[DATASET RECORDS Boundary: Start]

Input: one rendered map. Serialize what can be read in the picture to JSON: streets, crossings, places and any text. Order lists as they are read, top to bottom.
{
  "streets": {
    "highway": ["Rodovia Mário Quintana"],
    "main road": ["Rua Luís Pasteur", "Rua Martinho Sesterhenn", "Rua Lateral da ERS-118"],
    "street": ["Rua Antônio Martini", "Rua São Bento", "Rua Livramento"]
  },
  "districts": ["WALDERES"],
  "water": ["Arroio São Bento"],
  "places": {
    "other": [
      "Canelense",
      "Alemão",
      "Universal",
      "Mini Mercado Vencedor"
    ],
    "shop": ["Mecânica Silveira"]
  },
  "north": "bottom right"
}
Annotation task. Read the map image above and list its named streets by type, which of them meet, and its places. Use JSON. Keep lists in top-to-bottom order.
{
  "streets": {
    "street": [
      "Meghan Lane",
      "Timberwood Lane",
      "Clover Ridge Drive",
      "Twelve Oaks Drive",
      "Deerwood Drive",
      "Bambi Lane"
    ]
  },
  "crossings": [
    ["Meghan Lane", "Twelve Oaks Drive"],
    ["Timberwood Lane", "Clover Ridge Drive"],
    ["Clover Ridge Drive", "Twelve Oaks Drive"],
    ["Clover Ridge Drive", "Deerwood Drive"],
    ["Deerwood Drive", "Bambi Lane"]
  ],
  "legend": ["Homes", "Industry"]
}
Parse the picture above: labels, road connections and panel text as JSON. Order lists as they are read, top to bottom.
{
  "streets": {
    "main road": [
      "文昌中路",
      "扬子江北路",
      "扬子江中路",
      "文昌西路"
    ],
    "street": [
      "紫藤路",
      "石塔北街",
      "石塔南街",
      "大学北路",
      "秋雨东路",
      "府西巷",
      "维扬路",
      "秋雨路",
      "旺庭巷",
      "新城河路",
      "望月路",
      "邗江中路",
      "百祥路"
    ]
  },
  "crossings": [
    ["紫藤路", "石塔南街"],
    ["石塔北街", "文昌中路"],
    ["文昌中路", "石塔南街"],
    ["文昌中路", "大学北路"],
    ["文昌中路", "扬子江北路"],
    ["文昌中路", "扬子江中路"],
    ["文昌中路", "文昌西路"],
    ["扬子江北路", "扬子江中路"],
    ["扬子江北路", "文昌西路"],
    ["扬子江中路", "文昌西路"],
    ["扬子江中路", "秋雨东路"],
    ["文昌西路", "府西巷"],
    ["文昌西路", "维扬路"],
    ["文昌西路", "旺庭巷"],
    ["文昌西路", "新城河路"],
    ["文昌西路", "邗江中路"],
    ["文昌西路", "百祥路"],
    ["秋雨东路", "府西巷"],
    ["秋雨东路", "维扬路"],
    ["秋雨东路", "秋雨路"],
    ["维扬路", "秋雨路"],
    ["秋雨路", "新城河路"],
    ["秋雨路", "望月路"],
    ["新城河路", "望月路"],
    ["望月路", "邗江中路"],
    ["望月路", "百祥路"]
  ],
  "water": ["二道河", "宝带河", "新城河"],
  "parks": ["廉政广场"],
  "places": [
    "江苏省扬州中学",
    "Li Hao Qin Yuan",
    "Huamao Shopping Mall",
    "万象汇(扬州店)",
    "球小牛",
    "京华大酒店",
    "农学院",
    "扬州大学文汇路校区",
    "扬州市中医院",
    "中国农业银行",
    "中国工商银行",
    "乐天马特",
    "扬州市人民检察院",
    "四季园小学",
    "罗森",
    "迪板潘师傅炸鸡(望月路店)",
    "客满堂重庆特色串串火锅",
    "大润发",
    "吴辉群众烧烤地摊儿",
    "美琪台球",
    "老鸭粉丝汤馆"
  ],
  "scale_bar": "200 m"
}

[DATASET RECORDS Boundary: End]

# ABOUT THIS EXERCISE
All of the records above are to be returned exactly as they stand.

# RESULT FOR THIS EXERCISE
Input: one rendered map. Serialize what can be read in the picture to JSON: streets, crossings, places and any text. Order lists as they are read, top to bottom.
{
  "streets": {
    "highway": ["Rodovia Mário Quintana"],
    "main road": ["Rua Luís Pasteur", "Rua Martinho Sesterhenn", "Rua Lateral da ERS-118"],
    "street": ["Rua Antônio Martini", "Rua São Bento", "Rua Livramento"]
  },
  "districts": ["WALDERES"],
  "water": ["Arroio São Bento"],
  "places": {
    "other": [
      "Canelense",
      "Alemão",
      "Universal",
      "Mini Mercado Vencedor"
    ],
    "shop": ["Mecânica Silveira"]
  },
  "north": "bottom right"
}
Annotation task. Read the map image above and list its named streets by type, which of them meet, and its places. Use JSON. Keep lists in top-to-bottom order.
{
  "streets": {
    "street": [
      "Meghan Lane",
      "Timberwood Lane",
      "Clover Ridge Drive",
      "Twelve Oaks Drive",
      "Deerwood Drive",
      "Bambi Lane"
    ]
  },
  "crossings": [
    ["Meghan Lane", "Twelve Oaks Drive"],
    ["Timberwood Lane", "Clover Ridge Drive"],
    ["Clover Ridge Drive", "Twelve Oaks Drive"],
    ["Clover Ridge Drive", "Deerwood Drive"],
    ["Deerwood Drive", "Bambi Lane"]
  ],
  "legend": ["Homes", "Industry"]
}
Parse the picture above: labels, road connections and panel text as JSON. Order lists as they are read, top to bottom.
{
  "streets": {
    "main road": [
      "文昌中路",
      "扬子江北路",
      "扬子江中路",
      "文昌西路"
    ],
    "street": [
      "紫藤路",
      "石塔北街",
      "石塔南街",
      "大学北路",
      "秋雨东路",
      "府西巷",
      "维扬路",
      "秋雨路",
      "旺庭巷",
      "新城河路",
      "望月路",
      "邗江中路",
      "百祥路"
    ]
  },
  "crossings": [
    ["紫藤路", "石塔南街"],
    ["石塔北街", "文昌中路"],
    ["文昌中路", "石塔南街"],
    ["文昌中路", "大学北路"],
    ["文昌中路", "扬子江北路"],
    ["文昌中路", "扬子江中路"],
    ["文昌中路", "文昌西路"],
    ["扬子江北路", "扬子江中路"],
    ["扬子江北路", "文昌西路"],
    ["扬子江中路", "文昌西路"],
    ["扬子江中路", "秋雨东路"],
    ["文昌西路", "府西巷"],
    ["文昌西路", "维扬路"],
    ["文昌西路", "旺庭巷"],
    ["文昌西路", "新城河路"],
    ["文昌西路", "邗江中路"],
    ["文昌西路", "百祥路"],
    ["秋雨东路", "府西巷"],
    ["秋雨东路", "维扬路"],
    ["秋雨东路", "秋雨路"],
    ["维扬路", "秋雨路"],
    ["秋雨路", "新城河路"],
    ["秋雨路", "望月路"],
    ["新城河路", "望月路"],
    ["望月路", "邗江中路"],
    ["望月路", "百祥路"]
  ],
  "water": ["二道河", "宝带河", "新城河"],
  "parks": ["廉政广场"],
  "places": [
    "江苏省扬州中学",
    "Li Hao Qin Yuan",
    "Huamao Shopping Mall",
    "万象汇(扬州店)",
    "球小牛",
    "京华大酒店",
    "农学院",
    "扬州大学文汇路校区",
    "扬州市中医院",
    "中国农业银行",
    "中国工商银行",
    "乐天马特",
    "扬州市人民检察院",
    "四季园小学",
    "罗森",
    "迪板潘师傅炸鸡(望月路店)",
    "客满堂重庆特色串串火锅",
    "大润发",
    "吴辉群众烧烤地摊儿",
    "美琪台球",
    "老鸭粉丝汤馆"
  ],
  "scale_bar": "200 m"
}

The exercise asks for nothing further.